══ DATA SECTION ══
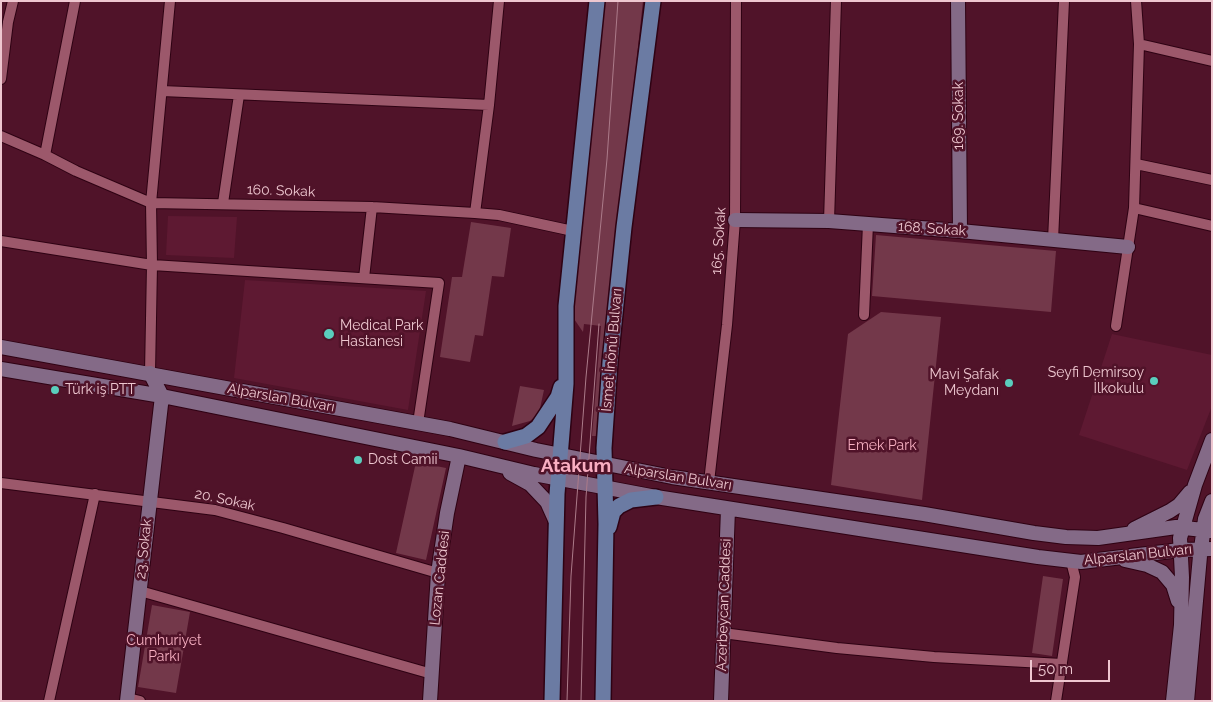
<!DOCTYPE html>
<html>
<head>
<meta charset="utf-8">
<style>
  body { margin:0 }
  #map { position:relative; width:1213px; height:702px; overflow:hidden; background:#501329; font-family:Raleway,sans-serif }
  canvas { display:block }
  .frame { position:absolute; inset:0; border:2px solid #eec7d0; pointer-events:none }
  .scale { position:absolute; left:1030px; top:660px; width:80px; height:22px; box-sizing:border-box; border:2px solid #eec7d0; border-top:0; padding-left:6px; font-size:15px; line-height:18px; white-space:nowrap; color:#eec7d0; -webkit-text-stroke:4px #501329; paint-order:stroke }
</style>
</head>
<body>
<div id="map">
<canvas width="1213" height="702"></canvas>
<div class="frame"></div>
<div class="scale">50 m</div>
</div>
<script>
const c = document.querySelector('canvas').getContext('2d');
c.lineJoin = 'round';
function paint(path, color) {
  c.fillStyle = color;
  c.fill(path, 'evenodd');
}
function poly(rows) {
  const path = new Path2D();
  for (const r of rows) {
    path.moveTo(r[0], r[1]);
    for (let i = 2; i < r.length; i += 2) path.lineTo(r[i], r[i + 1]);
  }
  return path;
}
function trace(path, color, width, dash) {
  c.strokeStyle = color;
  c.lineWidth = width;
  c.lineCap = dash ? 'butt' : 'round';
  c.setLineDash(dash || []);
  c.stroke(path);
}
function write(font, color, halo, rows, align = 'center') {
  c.font = font + ' Raleway,sans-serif';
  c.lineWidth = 5;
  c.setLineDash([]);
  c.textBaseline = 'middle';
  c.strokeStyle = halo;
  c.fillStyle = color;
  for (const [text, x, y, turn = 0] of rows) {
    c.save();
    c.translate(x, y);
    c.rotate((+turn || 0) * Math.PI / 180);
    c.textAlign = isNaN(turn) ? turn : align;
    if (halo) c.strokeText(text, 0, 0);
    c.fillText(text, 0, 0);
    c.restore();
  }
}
paint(poly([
  [168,216,237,217,234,258,166,255],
  [245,280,426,291,408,410,234,378],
  [1112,334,1212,355,1212,406,1187,470,1079,435]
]), '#5e1932');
paint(poly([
  [602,1,643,1,608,324,597,436,592,436,601,326,584,324,583,332,572,316],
  [471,222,511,228,504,277,492,276,483,336,475,335,470,362,440,357,452,277,462,277],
  [876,235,1056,251,1051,312,872,296],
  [881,312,941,317,922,500,831,485,848,334],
  [520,386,544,390,539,413,530,421,512,426],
  [416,462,446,468,426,560,396,553],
  [1043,576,1063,579,1052,656,1032,653],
  [152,605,190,612,176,693,138,687]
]), '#73384a');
const street = poly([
  [1139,44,1212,61],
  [1,79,8,22,13,1],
  [162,91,489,105],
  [1,136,45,155,76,171,151,203,372,207,475,213,499,215,573,231],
  [45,155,75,1],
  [1136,164,1212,180],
  [223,203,239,95],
  [1134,208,1212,226],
  [475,213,489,105,499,1],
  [829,221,836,1],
  [1053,240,1064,1],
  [1,241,152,265,439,283,418,423],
  [364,278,372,207],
  [864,315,868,224],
  [1116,326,1134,208,1139,44,1136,1],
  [150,373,152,265,151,203,170,1],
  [709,482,727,325,735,220,736,1],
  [1,483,215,510,283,528,438,573],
  [140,591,432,674],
  [723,633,837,648,934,657,1062,664],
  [128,698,140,701],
  [49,701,95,494],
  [1056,701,1075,577,1071,561]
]);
const secondary = poly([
  [958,1,960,231],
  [735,220,829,221,960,231,1128,247],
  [1,347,450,429,536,450,672,477,924,514,1034,533,1066,537,1098,538,1176,527,1212,531],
  [1,369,162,396,459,456,534,474,656,497,1038,557,1081,562,1180,550,1212,549],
  [510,473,530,484,547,502,556,522],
  [1134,529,1170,511,1179,505,1190,492],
  [1125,560,1147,565,1162,572,1173,585,1178,601],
  [127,701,162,396,150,373],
  [430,701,438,573,447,513,459,456],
  [721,701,728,509],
  [1173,701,1181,625,1182,577,1180,538,1195,485,1212,440],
  [1187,701,1200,556,1205,519,1212,501]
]);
const primary = poly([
  [505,442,526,436,538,427,558,397,561,387],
  [609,527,613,512,619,506,631,500,656,497],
  [552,701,557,494,566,384,566,306,597,1],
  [603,701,606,524,604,448,610,362,624,227,653,1]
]);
trace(street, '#2e0213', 12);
trace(secondary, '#2e0213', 16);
trace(primary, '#2e0213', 18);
trace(street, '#9c586b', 10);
trace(secondary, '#846a87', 14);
trace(primary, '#6b7ba3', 15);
trace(poly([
  [567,701,571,576,586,377,607,159,618,1],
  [581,701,586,497,599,324]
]), '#ac7b8a', 1);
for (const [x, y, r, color] of [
  [329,334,6,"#5acebd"],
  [1154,381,5,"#5acebd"],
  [1009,383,5,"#5acebd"],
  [55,390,5,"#5acebd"],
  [358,460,5,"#5acebd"]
]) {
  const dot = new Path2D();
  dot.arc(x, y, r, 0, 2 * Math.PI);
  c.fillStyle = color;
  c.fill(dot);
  trace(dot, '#501329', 2);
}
write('14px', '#eec7d0', '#501329', [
  ["169. Sokak",959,116,-90],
  ["160. Sokak",281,191,2],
  ["168. Sokak",932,229,4],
  ["165. Sokak",719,241,-86],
  ["İsmet İnönü Bulvarı",612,350,-85],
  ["Alparslan Bulvarı",281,398,10],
  ["Alparslan Bulvarı",678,477,9],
  ["20. Sokak",225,500,12],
  ["23. Sokak",144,549,-84],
  ["Alparslan Bulvarı",1138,555,-6],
  ["Lozan Caddesi",440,578,-84],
  ["Azerbeycan Caddesi",724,605,-88]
]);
write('14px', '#eec7d0', '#501329', [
  ["Medical Park",340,326],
  ["Hastanesi",340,342],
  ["Seyfi Demirsoy",1144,373,"right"],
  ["İlkokulu",1144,389,"right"],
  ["Mavi Şafak",999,375,"right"],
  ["Meydanı",999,391,"right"],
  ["Türk iş PTT",65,390],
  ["Dost Camii",368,460]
], 'left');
write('14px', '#f7b0c2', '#501329', [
  ["Emek Park",882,446],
  ["Cumhuriyet",164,641],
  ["Parkı",164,657]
]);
write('bold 19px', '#faaec2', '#501329', [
  ["Atakum",576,466]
]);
</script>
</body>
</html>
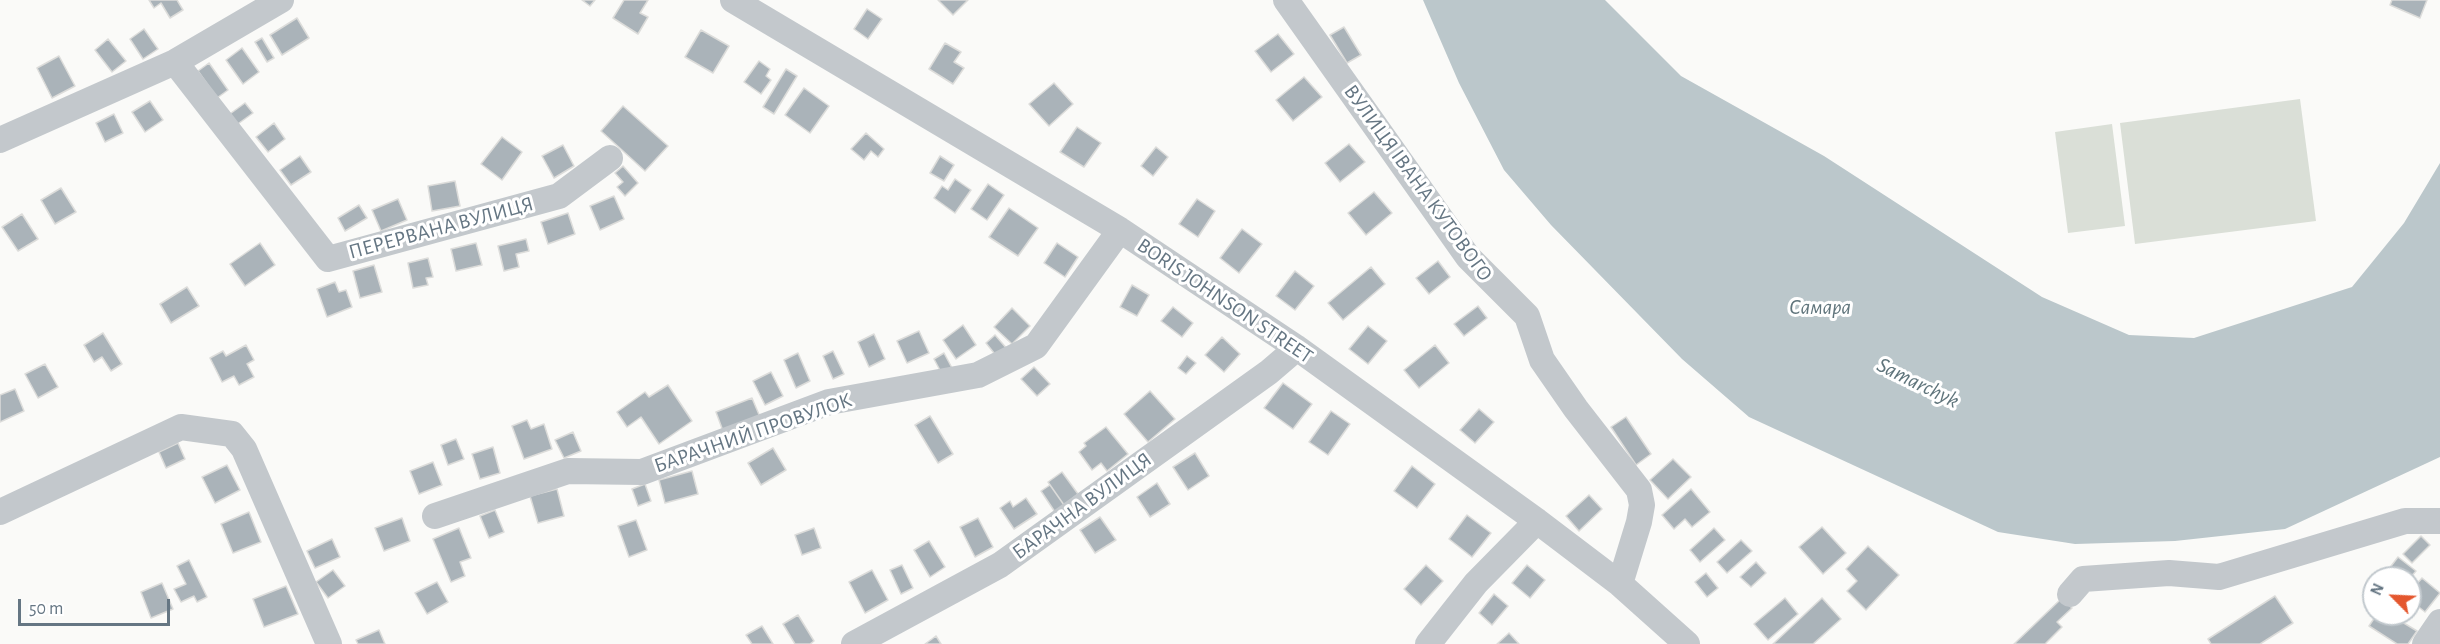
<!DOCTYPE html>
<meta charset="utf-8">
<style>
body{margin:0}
#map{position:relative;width:2440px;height:644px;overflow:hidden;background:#fafaf8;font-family:"Alegreya Sans",sans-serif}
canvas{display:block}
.north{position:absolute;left:2362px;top:566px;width:60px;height:60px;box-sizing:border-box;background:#fff;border:2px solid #c1c8cd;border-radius:50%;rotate:294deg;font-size:16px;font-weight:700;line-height:24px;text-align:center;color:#657683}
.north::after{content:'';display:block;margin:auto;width:21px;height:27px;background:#e4572e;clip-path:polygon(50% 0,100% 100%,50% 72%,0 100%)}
.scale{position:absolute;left:18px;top:599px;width:152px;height:27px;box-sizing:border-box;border:3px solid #657683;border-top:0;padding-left:8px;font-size:18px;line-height:21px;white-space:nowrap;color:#657683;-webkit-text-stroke:4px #fff;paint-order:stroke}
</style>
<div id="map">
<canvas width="2440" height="644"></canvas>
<div class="north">N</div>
<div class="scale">50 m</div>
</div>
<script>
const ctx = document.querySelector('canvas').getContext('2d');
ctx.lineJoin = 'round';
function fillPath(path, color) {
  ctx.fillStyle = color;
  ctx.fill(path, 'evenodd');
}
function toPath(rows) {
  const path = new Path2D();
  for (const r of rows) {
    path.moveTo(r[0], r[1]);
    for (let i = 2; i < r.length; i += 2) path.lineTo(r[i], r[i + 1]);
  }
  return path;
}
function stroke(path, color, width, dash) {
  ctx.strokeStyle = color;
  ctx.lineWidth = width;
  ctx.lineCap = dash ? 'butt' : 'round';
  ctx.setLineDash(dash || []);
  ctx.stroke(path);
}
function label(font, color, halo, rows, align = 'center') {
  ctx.font = font + ' "Alegreya Sans",sans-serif';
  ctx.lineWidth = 6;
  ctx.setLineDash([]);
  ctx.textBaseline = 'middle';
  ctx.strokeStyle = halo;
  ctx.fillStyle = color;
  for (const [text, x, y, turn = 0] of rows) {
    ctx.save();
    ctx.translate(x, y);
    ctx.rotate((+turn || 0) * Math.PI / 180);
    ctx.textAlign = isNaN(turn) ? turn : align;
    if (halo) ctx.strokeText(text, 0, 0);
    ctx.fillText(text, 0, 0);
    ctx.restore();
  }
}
fillPath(toPath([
 [2300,99,2316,221,2135,244,2120,123],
 [2112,124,2125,226,2068,233,2055,132]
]), '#dadfd7');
fillPath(toPath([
 [1423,0,1605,0,1681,76,1824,156,2042,297,2129,335,2194,338,2352,287,2404,223,2440,163,2440,457,2285,529,2175,541,2075,544,1998,532,1749,417,1682,359,1551,225,1504,170,1459,83]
]), '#bbc7cb');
const building = toPath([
 [149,0,177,0,183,10,170,18,161,3,154,8,149,0],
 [582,0,595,0,590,6,582,0],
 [624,0,648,0,640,13,648,17,638,34,613,18,624,0],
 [938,0,968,0,953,15,938,0],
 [2392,0,2427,0,2420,18,2390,5,2392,0],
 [867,9,882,19,868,39,854,29,867,9],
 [297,18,309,38,282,55,270,35,297,18],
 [1344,27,1361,55,1347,63,1330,35,1344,27],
 [144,29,158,49,143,59,130,39,144,29],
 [701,30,729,46,713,73,685,57,701,30],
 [1278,34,1294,54,1271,72,1255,51,1278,34],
 [262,38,274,58,267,62,255,42,262,38],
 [108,39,126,61,112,72,95,50,108,39],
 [945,43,961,52,954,62,964,68,953,84,929,69,945,43],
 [242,48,259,72,243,84,226,60,242,48],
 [59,56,75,86,52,98,37,68,59,56],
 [759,61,770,69,766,76,771,80,761,94,744,82,759,61],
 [209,63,228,90,217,98,198,71,209,63],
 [786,69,797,76,774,114,763,107,786,69],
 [1304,77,1322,97,1293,121,1276,100,1304,77],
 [1054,83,1073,104,1049,126,1029,104,1054,83],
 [804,88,829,106,810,133,785,115,804,88],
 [150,101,163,120,145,132,132,112,150,101],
 [245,103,253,113,235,126,227,116,245,103],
 [623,106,668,146,645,171,601,131,623,106],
 [114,114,123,133,105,142,96,123,114,114],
 [274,123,285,139,268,152,256,137,274,123],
 [1077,127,1101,143,1084,167,1060,152,1077,127],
 [866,133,884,149,878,157,871,151,864,160,851,149,866,133],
 [502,137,522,152,502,180,481,164,502,137],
 [1349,144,1365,162,1340,182,1325,163,1349,144],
 [563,145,574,166,554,178,542,156,563,145],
 [1156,147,1168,157,1153,176,1141,166,1156,147],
 [300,156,311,172,291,185,280,170,300,156],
 [940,156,954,165,944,181,930,173,940,156],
 [623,166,638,183,625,196,617,187,623,182,615,173,623,166],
 [955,179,971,190,955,213,934,198,942,186,948,190,955,179],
 [455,181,460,206,432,211,428,186,455,181],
 [988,184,1004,195,987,220,971,209,988,184],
 [61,188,76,212,55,224,41,200,61,188],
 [1374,192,1392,213,1366,235,1348,213,1374,192],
 [614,196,624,219,600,230,590,206,614,196],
 [398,199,407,220,381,231,372,210,398,199],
 [1197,199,1215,211,1198,237,1179,224,1197,199],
 [359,205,367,218,345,231,338,218,359,205],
 [1009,208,1038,228,1018,256,989,237,1009,208],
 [568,213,575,234,548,244,541,222,568,213],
 [22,214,38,239,18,251,2,227,22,214],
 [1242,229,1262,244,1239,273,1220,258,1242,229],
 [526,239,529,251,516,254,519,267,504,271,498,246,526,239],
 [260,243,275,265,245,286,230,264,260,243],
 [476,243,482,265,456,271,451,249,476,243],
 [1057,243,1078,257,1065,277,1044,263,1057,243],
 [428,258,433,277,426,278,428,285,413,288,408,263,428,258],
 [1438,261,1450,277,1429,294,1416,278,1438,261],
 [374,265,382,292,360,298,353,271,374,265],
 [1371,267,1385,284,1343,320,1328,303,1371,267],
 [1295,271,1314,286,1295,310,1276,296,1295,271],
 [335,282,339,292,346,290,352,307,327,317,317,289,335,282],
 [1132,285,1149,295,1137,316,1120,307,1132,285],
 [187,287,199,306,171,323,160,304,187,287],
 [1478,306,1487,318,1464,336,1454,324,1478,306],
 [1173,307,1193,323,1182,337,1161,321,1173,307],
 [1012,308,1030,326,1012,344,994,327,1012,308],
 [963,325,976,345,956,359,943,340,963,325],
 [1368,326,1387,341,1368,364,1349,349,1368,326],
 [919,331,929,353,907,363,897,341,919,331],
 [103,333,122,364,111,371,102,357,94,362,84,345,103,333],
 [874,334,885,359,869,367,858,342,874,334],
 [995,335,1008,350,998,358,986,343,995,335],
 [1222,337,1240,354,1224,372,1205,355,1222,337],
 [246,345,254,360,247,364,254,377,239,385,234,376,222,382,210,358,223,351,226,356,246,345],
 [1435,345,1449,363,1419,388,1404,370,1435,345],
 [833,351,844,374,833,379,823,356,833,351],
 [798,353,810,381,796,388,784,360,798,353],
 [944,353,952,368,942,374,934,359,944,353],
 [1187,356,1196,363,1186,374,1178,368,1187,356],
 [45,364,58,387,38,398,25,374,45,364],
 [1034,367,1050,384,1037,396,1021,379,1034,367],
 [771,372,783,396,765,405,753,381,771,372],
 [1283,383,1312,404,1293,429,1264,408,1283,383],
 [668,385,692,421,659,444,641,417,627,427,617,412,645,392,649,397,668,385],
 [15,389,24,411,0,422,0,395,15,389],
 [1150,391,1175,419,1148,442,1124,414,1150,391],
 [752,398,760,417,723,431,716,412,752,398],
 [1479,409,1494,422,1475,443,1460,430,1479,409],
 [1331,411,1350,424,1328,455,1309,442,1331,411],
 [930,416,953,454,938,463,915,425,930,416],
 [1626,417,1651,454,1636,465,1611,427,1626,417],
 [527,420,531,429,544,424,552,449,524,459,512,426,527,420],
 [1106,427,1128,454,1107,471,1101,463,1092,470,1079,452,1086,446,1084,443,1106,427],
 [573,432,581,451,564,458,555,440,573,432],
 [456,439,464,459,448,465,441,445,456,439],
 [178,443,185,459,166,468,159,452,178,443],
 [493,447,500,473,480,479,472,454,493,447],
 [773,448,786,470,761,485,748,463,773,448],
 [1195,453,1209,476,1188,490,1173,467,1195,453],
 [1673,459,1691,477,1668,499,1650,480,1673,459],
 [433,462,442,485,419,494,410,471,433,462],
 [227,465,240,490,215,503,202,477,227,465],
 [1412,466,1435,484,1417,508,1394,491,1412,466],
 [692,471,698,494,665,503,659,480,692,471],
 [1062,472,1078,494,1064,505,1048,482,1062,472],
 [1157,483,1170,504,1150,517,1137,497,1157,483],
 [645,484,651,501,638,506,632,489,645,484],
 [1050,485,1064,505,1055,512,1041,491,1050,485],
 [557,489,564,516,538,523,530,496,557,489],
 [1691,489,1710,512,1692,527,1685,519,1674,529,1662,515,1691,489],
 [1589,495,1602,509,1579,531,1566,516,1589,495],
 [1026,498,1037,514,1014,529,1000,508,1010,501,1013,507,1026,498],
 [495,510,504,532,489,538,480,516,495,510],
 [249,512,261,542,233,553,221,524,249,512],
 [1467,515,1491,533,1472,557,1449,539,1467,515],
 [1100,517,1116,540,1095,553,1080,530,1100,517],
 [402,518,410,541,384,551,375,528,402,518],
 [978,518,993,547,975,557,960,527,978,518],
 [636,520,647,550,629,557,618,526,636,520],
 [1822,527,1846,553,1823,574,1799,547,1822,527],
 [459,528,471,558,460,562,465,576,451,582,433,539,459,528],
 [814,528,821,548,802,555,795,535,814,528],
 [1714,528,1725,540,1700,562,1690,550,1714,528],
 [2421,536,2430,545,2412,563,2403,554,2421,536],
 [332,539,340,557,315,568,307,551,332,539],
 [1741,540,1752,551,1727,573,1717,562,1741,540],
 [929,541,945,567,930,577,914,550,929,541],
 [1868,546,1899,575,1866,610,1847,591,1857,581,1846,569,1868,546],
 [2398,557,2416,571,2410,578,2396,575,2394,578,2382,578,2398,557],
 [189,560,207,597,197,602,194,596,181,602,174,589,186,584,177,566,189,560],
 [1756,562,1766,573,1751,587,1740,577,1756,562],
 [902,565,913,588,901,594,890,570,902,565],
 [1426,565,1443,581,1421,605,1404,589,1426,565],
 [1527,565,1545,580,1530,598,1512,583,1527,565],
 [333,570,345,586,328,598,316,582,333,570],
 [872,570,888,600,865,613,849,582,872,570],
 [1706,573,1718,588,1707,597,1695,582,1706,573],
 [2422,578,2440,593,2425,612,2410,600,2410,592,2422,578],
 [437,582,448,602,427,614,415,593,437,582],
 [162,583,173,609,151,618,141,592,162,583],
 [286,586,298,614,264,627,253,599,286,586],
 [1494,594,1508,606,1492,625,1479,613,1494,594],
 [2275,596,2293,623,2260,644,2211,644,2208,639,2275,596],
 [1785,598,1798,614,1768,640,1754,624,1785,598],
 [1822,598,1841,619,1813,644,1773,644,1822,598],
 [2062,598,2072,608,2057,622,2062,627,2045,644,2014,644,2062,598],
 [2377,614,2389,614,2417,631,2408,644,2397,644,2369,626,2377,614],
 [798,615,814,641,810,644,795,644,783,624,798,615],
 [762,626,773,644,752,644,746,635,762,626],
 [379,630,385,644,358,644,356,640,379,630],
 [1509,633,1519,644,1497,644,1509,633],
 [936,636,941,644,925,644,936,636]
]);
fillPath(building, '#aab3b9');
stroke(building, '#dcdcda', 1.5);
stroke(toPath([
 [733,0,1120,230,1297,348,1537,521,1620,584,1687,644],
 [1286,0,1468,257,1527,316,1542,360,1576,409,1639,490,1642,505,1639,522,1620,584],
 [175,62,328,259,559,196,610,158],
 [0,140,175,62,281,0],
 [0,512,181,427,232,434,244,449,329,644],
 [435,516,568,471,642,472,829,402,978,375,1036,346,1120,230],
 [2070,594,2083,579,2169,573,2219,577,2405,521,2440,521],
 [854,644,1000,565,1269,372,1297,348],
 [1428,644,1476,583,1537,521],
 [2425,644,2440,622]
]), '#c3c8cc', 26);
label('21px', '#657683', '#fff', [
 ["ВУЛИЦЯ ІВАНА КУТОВОГО",1418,183,54],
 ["ПЕРЕРВАНА ВУЛИЦЯ",441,228,-15],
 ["BORIS JOHNSON STREET",1225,301,34],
 ["БАРАЧНИЙ ПРОВУЛОК",753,433,-19],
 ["БАРАЧНА ВУЛИЦЯ",1082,506,-36]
]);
label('italic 22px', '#60757c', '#fff', [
 ["Самара",1820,307],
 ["Samarchyk",1918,383,26]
]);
</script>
═══
◆ WORK INSTRUCTIONS
The answer must be every line from the entries above that holds the string "isNaN".

◆ ANSWER BOX
    c.textAlign = isNaN(turn) ? turn : align;
    ctx.textAlign = isNaN(turn) ? turn : align;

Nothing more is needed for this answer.